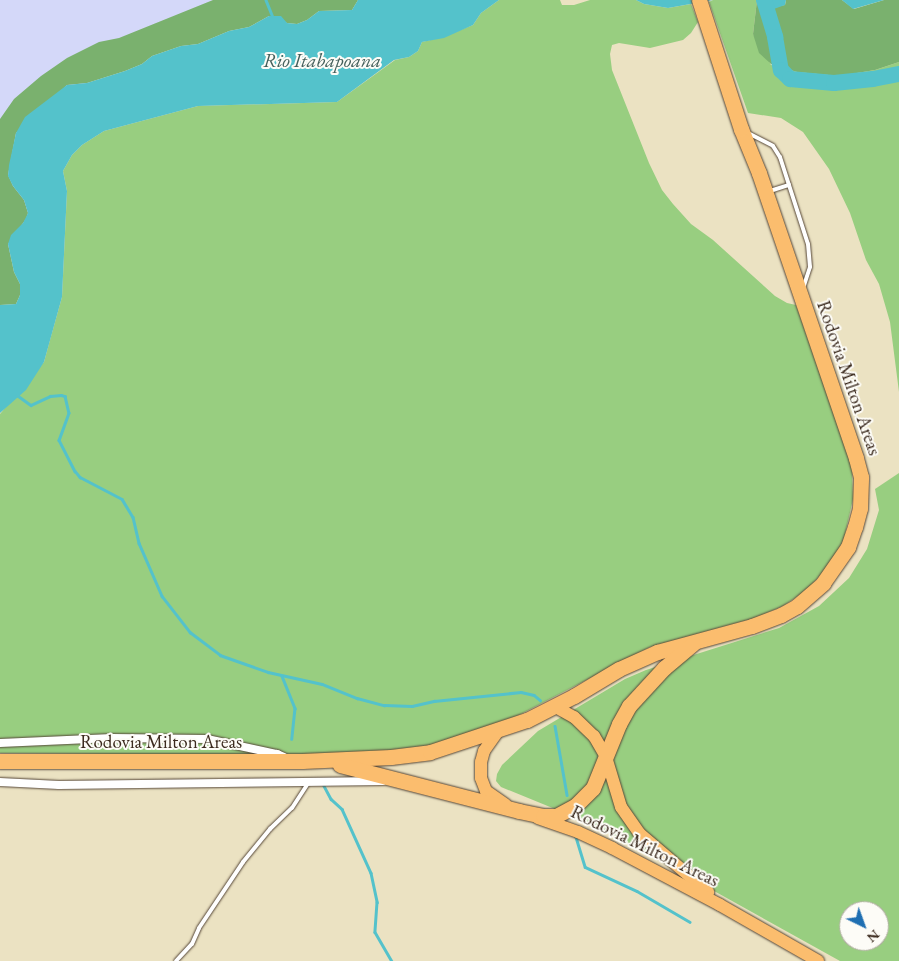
<!DOCTYPE html>
<style>
body{margin:0}
#map{position:relative;width:899px;height:961px;overflow:hidden;background:#ebe2c2;font-family:"EB Garamond",serif}
div>[style]{position:absolute}
.built>*{inset:0;background:#d4d8f9}
.green>*{inset:0;background:#98ce80}
.forest>*{inset:0;background:#7ab16e}
.water>*{inset:0;background:#54c2cb}
.stream>*{height:2.5px;margin:-1.25px;padding:0 1.25px;transform-origin:1.25px;border-radius:1.25px;background:#54c2cb}
.river>*{height:16px;margin:-8px;padding:0 8px;transform-origin:8px;border-radius:8px;background:#54c2cb}
.roads{filter:drop-shadow(0 0 1px #554637) drop-shadow(0 0 1px #554637)}
.lane>*{height:4px;margin:-2px;padding:0 2px;transform-origin:2px;border-radius:2px;background:#fff}
.street>*{height:8px;margin:-4px;padding:0 4px;transform-origin:4px;border-radius:4px;background:#fff}
.primary>*{height:12px;margin:-6px;padding:0 6px;transform-origin:6px;border-radius:6px;background:#fbbd6e}
.highway>*{height:15px;margin:-7.5px;padding:0 7.5px;transform-origin:7.5px;border-radius:7.5px;background:#fbbd6e}
span{translate:-50% -50%;white-space:nowrap;text-align:center;line-height:1.15;-webkit-text-stroke:4px #fdfcf7;paint-order:stroke}
.street-label{font-size:19px;color:#3b2a1e}
.water-label{font-size:20px;color:#445f5b;font-style:italic}
.north{position:absolute;left:839px;top:901px;width:50px;height:50px;box-sizing:border-box;background:#fdfcf7;border:1px solid #afa8a0;border-radius:50%;rotate:138deg;font-size:14px;font-weight:700;line-height:20px;text-align:center;color:#3b2a1e}
.north::after{content:'';display:block;margin:auto;width:18px;height:22px;background:#1f6fb2;clip-path:polygon(50% 0,100% 100%,50% 72%,0 100%)}
</style>
<div id="map">
<div class="built">
<div style="clip-path:polygon(0 0,330px 0,97px 63px,0 278px)"></div>
</div>
<div class="green">
<div style="clip-path:polygon(499px 0,560px 0,562px 5px,574px 5px,590px 0,636px 0,644px 4px,668px 8px,691px 4px,698px 22px,691px 33px,683px 40px,650px 48px,619px 43px,612px 45px,610px 54px,612px 70px,649px 163px,662px 190px,673px 204px,691px 224px,713px 240px,775px 296px,787px 303px,796px 305px,852px 467px,853px 499px,844px 539px,830px 564px,807px 590px,783px 606px,755px 618px,650px 647px,496px 727px,436px 748px,324px 756px,0 753px,0 414px,44px 362px,50px 340px,62px 297px,67px 191px,63px 171px,72px 155px,82px 145px,104px 131px,198px 106px,337px 102px,395px 60px,409px 57px,418px 51px,422px 42px,443px 37px,473px 25px,481px 13px)"></div>
<div style="clip-path:polygon(713px 0,757px 0,753px 34px,771px 65px,797px 72px,839px 76px,875px 70px,899px 62px,899px 392px,890px 322px,879px 284px,866px 260px,850px 213px,829px 169px,803px 132px,781px 118px,748px 113px,709px 2px)"></div>
<div style="clip-path:polygon(evenodd,899px 473px,899px 961px,840px 961px,599px 827px,501px 787px,496px 781px,497px 774px,502px 765px,538px 731px,625px 679px,646px 670px,779px 628px,819px 606px,849px 578px,867px 549px,879px 510px,875px 489px,899px 473px,849px 911px,879px 911px,879px 941px,849px 941px,849px 911px)"></div>
</div>
<div class="forest">
<div style="clip-path:polygon(213px 0,358px 0,352px 10px,319px 11px,307px 20px,297px 24px,287px 23px,269px 16px,249px 27px,229px 31px,198px 44px,181px 46px,152px 56px,142px 64px,125px 71px,87px 83px,67px 85px,16px 133px,8px 175px,13px 186px,24px 200px,28px 213px,26px 219px,8px 244px,14px 272px,20px 284px,20px 295px,16px 304px,0 305px,0 119px,14px 99px,41px 76px,67px 58px,99px 42px,119px 38px)"></div>
<div style="clip-path:polygon(757px 0,764px 8px,785px 5px,786px 0,842px 0,854px 9px,884px 0,899px 0,899px 62px,875px 70px,839px 76px,797px 72px,771px 64px,759px 53px,753px 34px)"></div>
</div>
<div class="water">
<div style="clip-path:polygon(358px 0,499px 0,481px 13px,473px 25px,444px 38px,422px 42px,418px 51px,409px 57px,394px 60px,337px 102px,198px 106px,104px 131px,82px 145px,72px 155px,63px 171px,67px 191px,62px 297px,44px 362px,26px 390px,0 413px,0 305px,16px 304px,20px 295px,20px 284px,14px 272px,8px 244px,11px 235px,23px 223px,28px 213px,24px 200px,13px 186px,8px 176px,9px 165px,16px 133px,25px 117px,67px 85px,87px 83px,125px 71px,142px 64px,152px 56px,181px 46px,198px 44px,229px 31px,249px 27px,269px 16px,281px 16px,287px 23px,297px 24px,307px 20px,319px 11px,352px 10px)"></div>
<div style="clip-path:polygon(636px 0,713px 0,668px 8px,644px 4px)"></div>
<div style="clip-path:polygon(758px 0,786px 0,785px 5px,771px 10px,764px 8px)"></div>
<div style="clip-path:polygon(842px 0,884px 0,853px 9px)"></div>
</div>
<div class="stream">
<div style="left:266px;top:0;width:18px;rotate:68deg"></div>
<div style="left:17px;top:395px;width:17px;rotate:36deg"></div>
<div style="left:31px;top:405px;width:21px;rotate:-25deg"></div>
<div style="left:50px;top:396px;width:11px;rotate:-5deg"></div>
<div style="left:61px;top:395px;width:4px;rotate:14deg"></div>
<div style="left:65px;top:396px;width:17px;rotate:77deg"></div>
<div style="left:69px;top:413px;width:29px;rotate:110deg"></div>
<div style="left:59px;top:440px;width:35px;rotate:63deg"></div>
<div style="left:75px;top:471px;width:8px;rotate:50deg"></div>
<div style="left:80px;top:477px;width:47px;rotate:27.6deg"></div>
<div style="left:122px;top:499px;width:21px;rotate:59deg"></div>
<div style="left:133px;top:517px;width:27px;rotate:77deg"></div>
<div style="left:139px;top:543px;width:58px;rotate:66.5deg"></div>
<div style="left:162px;top:596px;width:46px;rotate:52.1deg"></div>
<div style="left:190px;top:632px;width:38px;rotate:37deg"></div>
<div style="left:220px;top:655px;width:51px;rotate:19.5deg"></div>
<div style="left:268px;top:672px;width:55px;rotate:12.5deg"></div>
<div style="left:322px;top:684px;width:38px;rotate:22deg"></div>
<div style="left:357px;top:698px;width:28px;rotate:15deg"></div>
<div style="left:384px;top:705px;width:28px;rotate:2deg"></div>
<div style="left:412px;top:706px;width:23px;rotate:-13deg"></div>
<div style="left:434px;top:701px;width:87px;rotate:-5.9deg"></div>
<div style="left:521px;top:692px;width:13px;rotate:13deg"></div>
<div style="left:534px;top:695px;width:8px;rotate:40deg"></div>
<div style="left:282px;top:676px;width:35px;rotate:68deg"></div>
<div style="left:295px;top:708px;width:31px;rotate:96deg"></div>
<div style="left:555px;top:726px;width:70px;rotate:80.1deg"></div>
<div style="left:323px;top:784px;width:17px;rotate:62deg"></div>
<div style="left:331px;top:799px;width:15px;rotate:42deg"></div>
<div style="left:342px;top:809px;width:70px;rotate:65.6deg"></div>
<div style="left:371px;top:873px;width:30px;rotate:78deg"></div>
<div style="left:377px;top:902px;width:30px;rotate:94deg"></div>
<div style="left:375px;top:932px;width:34px;rotate:60deg"></div>
<div style="left:576px;top:837px;width:31px;rotate:73deg"></div>
<div style="left:585px;top:867px;width:57px;rotate:24.8deg"></div>
<div style="left:637px;top:891px;width:61px;rotate:30.3deg"></div>
</div>
<div class="river">
<div style="left:764px;top:0;width:39px;rotate:73deg"></div>
<div style="left:775px;top:37px;width:34px;rotate:80deg"></div>
<div style="left:781px;top:70px;width:13px;rotate:45deg"></div>
<div style="left:790px;top:79px;width:44px;rotate:5.2deg"></div>
<div style="left:834px;top:83px;width:39px;rotate:-6deg"></div>
<div style="left:873px;top:79px;width:26px;rotate:-11deg"></div>
</div>
<div class="roads">
<div class="lane">
<div style="left:748px;top:133px;width:28px;rotate:27deg"></div>
<div style="left:773px;top:146px;width:13px;rotate:58deg"></div>
<div style="left:780px;top:157px;width:91px;rotate:72.2deg"></div>
<div style="left:808px;top:244px;width:23px;rotate:85deg"></div>
<div style="left:810px;top:267px;width:22px;rotate:108deg"></div>
<div style="left:770px;top:191px;width:20px;rotate:-18deg"></div>
<div style="left:176px;top:961px;width:23px;rotate:-47deg"></div>
<div style="left:192px;top:944px;width:17px;rotate:-66deg"></div>
<div style="left:199px;top:928px;width:79px;rotate:-56.3deg"></div>
<div style="left:243px;top:862px;width:43px;rotate:-50.7deg"></div>
<div style="left:270px;top:829px;width:30px;rotate:-44deg"></div>
<div style="left:292px;top:808px;width:31px;rotate:-57deg"></div>
</div>
<div class="street">
<div style="left:0;top:743px;width:112px;rotate:-2.6deg"></div>
<div style="left:112px;top:738px;width:95px;rotate:0.6deg"></div>
<div style="left:207px;top:739px;width:72px;rotate:12.1deg"></div>
<div style="left:277px;top:754px;width:8px;rotate:23deg"></div>
<div style="left:0;top:782px;width:59px;rotate:2.9deg"></div>
<div style="left:59px;top:785px;width:324px;rotate:-0.7deg"></div>
</div>
<div class="primary">
<div style="left:554px;top:706px;width:23px;rotate:29deg"></div>
<div style="left:574px;top:717px;width:28px;rotate:44deg"></div>
<div style="left:594px;top:736px;width:24px;rotate:60deg"></div>
<div style="left:606px;top:757px;width:52px;rotate:73.3deg"></div>
<div style="left:621px;top:807px;width:32px;rotate:55deg"></div>
<div style="left:639px;top:833px;width:91px;rotate:40.5deg"></div>
<div style="left:498px;top:731px;width:24px;rotate:125deg"></div>
<div style="left:484px;top:751px;width:11px;rotate:105deg"></div>
<div style="left:481px;top:762px;width:16px;rotate:90deg"></div>
<div style="left:481px;top:778px;width:14px;rotate:69deg"></div>
<div style="left:486px;top:791px;width:24px;rotate:35deg"></div>
<div style="left:538px;top:818px;width:42px;rotate:19.3deg"></div>
<div style="left:578px;top:832px;width:38px;rotate:25deg"></div>
<div style="left:612px;top:848px;width:122px;rotate:27.8deg"></div>
<div style="left:720px;top:905px;width:113px;rotate:29.7deg"></div>
</div>
<div class="highway">
<div style="left:0;top:761px;width:302px"></div>
<div style="left:302px;top:761px;width:89px;rotate:-2.6deg"></div>
<div style="left:391px;top:757px;width:39px;rotate:-7deg"></div>
<div style="left:430px;top:752px;width:102px;rotate:-18.3deg"></div>
<div style="left:527px;top:720px;width:53px;rotate:-27.1deg"></div>
<div style="left:574px;top:696px;width:52px;rotate:-31deg"></div>
<div style="left:619px;top:669px;width:42px;rotate:-24.1deg"></div>
<div style="left:657px;top:652px;width:98px;rotate:-15.3deg"></div>
<div style="left:752px;top:626px;width:31px;rotate:-21deg"></div>
<div style="left:781px;top:615px;width:18px;rotate:-29deg"></div>
<div style="left:797px;top:606px;width:35px;rotate:-41deg"></div>
<div style="left:823px;top:583px;width:44px;rotate:-55.2deg"></div>
<div style="left:848px;top:547px;width:21px;rotate:-71deg"></div>
<div style="left:855px;top:527px;width:20px;rotate:-75deg"></div>
<div style="left:860px;top:508px;width:31px;rotate:-88deg"></div>
<div style="left:861px;top:477px;width:20px;rotate:-105deg"></div>
<div style="left:856px;top:458px;width:301px;rotate:-108.8deg"></div>
<div style="left:759px;top:173px;width:48px;rotate:-112.2deg"></div>
<div style="left:741px;top:129px;width:136px;rotate:-108deg"></div>
<div style="left:340px;top:765px;width:185px;rotate:14.4deg"></div>
<div style="left:519px;top:811px;width:25px;rotate:12deg"></div>
<div style="left:543px;top:816px;width:13px"></div>
<div style="left:556px;top:816px;width:21px;rotate:-28deg"></div>
<div style="left:575px;top:806px;width:25px;rotate:-45deg"></div>
<div style="left:593px;top:788px;width:69px;rotate:-67.9deg"></div>
<div style="left:619px;top:724px;width:21px;rotate:-61deg"></div>
<div style="left:629px;top:706px;width:52px;rotate:-47.4deg"></div>
<div style="left:664px;top:668px;width:38px;rotate:-40deg"></div>
</div>
</div>
<div class="street-label">
<span style="left:849px;top:378px;rotate:71deg">Rodovia Milton Areas</span>
<span style="left:161px;top:742px">Rodovia Milton Areas</span>
<span style="left:645px;top:846px;rotate:26deg">Rodovia Milton Areas</span>
</div>
<div class="water-label">
<span style="left:322px;top:60px">Rio Itabapoana</span>
</div>
<div class="north">N</div>
</div>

※

Work required: Return all lines of the data in which the string "padding" appears.

Response to this task:
.stream>*{height:2.5px;margin:-1.25px;padding:0 1.25px;transform-origin:1.25px;border-radius:1.25px;background:#54c2cb}
.river>*{height:16px;margin:-8px;padding:0 8px;transform-origin:8px;border-radius:8px;background:#54c2cb}
.lane>*{height:4px;margin:-2px;padding:0 2px;transform-origin:2px;border-radius:2px;background:#fff}
.street>*{height:8px;margin:-4px;padding:0 4px;transform-origin:4px;border-radius:4px;background:#fff}
.primary>*{height:12px;margin:-6px;padding:0 6px;transform-origin:6px;border-radius:6px;background:#fbbd6e}
.highway>*{height:15px;margin:-7.5px;padding:0 7.5px;transform-origin:7.5px;border-radius:7.5px;background:#fbbd6e}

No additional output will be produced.